Task details »
Please return all lines in the listing holding the word "Walkgard".

Source material »

********************

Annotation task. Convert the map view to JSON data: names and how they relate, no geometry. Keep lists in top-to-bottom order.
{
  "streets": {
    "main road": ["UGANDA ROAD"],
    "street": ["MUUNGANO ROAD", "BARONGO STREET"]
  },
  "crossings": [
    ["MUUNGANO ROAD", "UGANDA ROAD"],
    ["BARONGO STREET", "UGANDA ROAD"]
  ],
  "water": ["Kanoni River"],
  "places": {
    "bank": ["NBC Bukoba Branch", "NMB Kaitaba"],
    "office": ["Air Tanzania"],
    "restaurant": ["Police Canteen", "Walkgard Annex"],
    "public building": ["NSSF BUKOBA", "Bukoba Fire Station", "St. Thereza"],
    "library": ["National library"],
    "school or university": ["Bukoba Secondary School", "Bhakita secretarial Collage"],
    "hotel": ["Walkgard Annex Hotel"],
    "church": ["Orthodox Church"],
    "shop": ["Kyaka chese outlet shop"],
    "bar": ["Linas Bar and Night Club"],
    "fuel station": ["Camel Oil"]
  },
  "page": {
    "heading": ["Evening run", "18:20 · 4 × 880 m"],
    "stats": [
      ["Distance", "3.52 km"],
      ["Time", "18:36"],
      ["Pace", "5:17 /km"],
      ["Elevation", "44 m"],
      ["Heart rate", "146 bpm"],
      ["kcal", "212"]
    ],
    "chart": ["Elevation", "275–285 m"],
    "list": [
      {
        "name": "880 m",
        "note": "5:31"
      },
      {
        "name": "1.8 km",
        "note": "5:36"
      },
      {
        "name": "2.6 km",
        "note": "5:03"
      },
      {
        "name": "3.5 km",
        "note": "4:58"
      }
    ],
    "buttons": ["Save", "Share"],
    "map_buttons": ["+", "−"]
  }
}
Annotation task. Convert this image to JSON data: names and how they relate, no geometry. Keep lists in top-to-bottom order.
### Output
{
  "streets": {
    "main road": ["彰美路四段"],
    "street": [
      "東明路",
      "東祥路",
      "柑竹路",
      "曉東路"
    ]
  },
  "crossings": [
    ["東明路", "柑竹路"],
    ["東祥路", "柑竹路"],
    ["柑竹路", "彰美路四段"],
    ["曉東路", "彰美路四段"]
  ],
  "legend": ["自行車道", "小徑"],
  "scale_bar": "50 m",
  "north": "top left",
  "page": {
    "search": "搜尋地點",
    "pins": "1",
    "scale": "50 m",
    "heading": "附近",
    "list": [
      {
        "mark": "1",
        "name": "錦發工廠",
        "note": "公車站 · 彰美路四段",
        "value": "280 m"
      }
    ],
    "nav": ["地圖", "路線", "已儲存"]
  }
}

********************

Your response »
    "restaurant": ["Police Canteen", "Walkgard Annex"],
    "hotel": ["Walkgard Annex Hotel"],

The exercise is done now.